_Your goal_.
Every record should be written out exactly, please.

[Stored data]
┌──
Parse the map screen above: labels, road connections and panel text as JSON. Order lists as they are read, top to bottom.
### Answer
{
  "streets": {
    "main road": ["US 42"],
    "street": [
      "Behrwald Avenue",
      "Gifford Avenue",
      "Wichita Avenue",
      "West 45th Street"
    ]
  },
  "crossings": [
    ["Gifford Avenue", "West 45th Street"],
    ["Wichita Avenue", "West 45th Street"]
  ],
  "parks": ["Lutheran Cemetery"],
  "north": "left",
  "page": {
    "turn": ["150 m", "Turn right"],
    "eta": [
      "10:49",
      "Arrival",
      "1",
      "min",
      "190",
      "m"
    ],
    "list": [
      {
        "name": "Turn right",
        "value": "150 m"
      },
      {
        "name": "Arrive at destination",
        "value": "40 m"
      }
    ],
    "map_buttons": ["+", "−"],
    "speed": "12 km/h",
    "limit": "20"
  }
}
└──
_Finished task_.
Parse the map screen above: labels, road connections and panel text as JSON. Order lists as they are read, top to bottom.
### Answer
{
  "streets": {
    "main road": ["US 42"],
    "street": [
      "Behrwald Avenue",
      "Gifford Avenue",
      "Wichita Avenue",
      "West 45th Street"
    ]
  },
  "crossings": [
    ["Gifford Avenue", "West 45th Street"],
    ["Wichita Avenue", "West 45th Street"]
  ],
  "parks": ["Lutheran Cemetery"],
  "north": "left",
  "page": {
    "turn": ["150 m", "Turn right"],
    "eta": [
      "10:49",
      "Arrival",
      "1",
      "min",
      "190",
      "m"
    ],
    "list": [
      {
        "name": "Turn right",
        "value": "150 m"
      },
      {
        "name": "Arrive at destination",
        "value": "40 m"
      }
    ],
    "map_buttons": ["+", "−"],
    "speed": "12 km/h",
    "limit": "20"
  }
}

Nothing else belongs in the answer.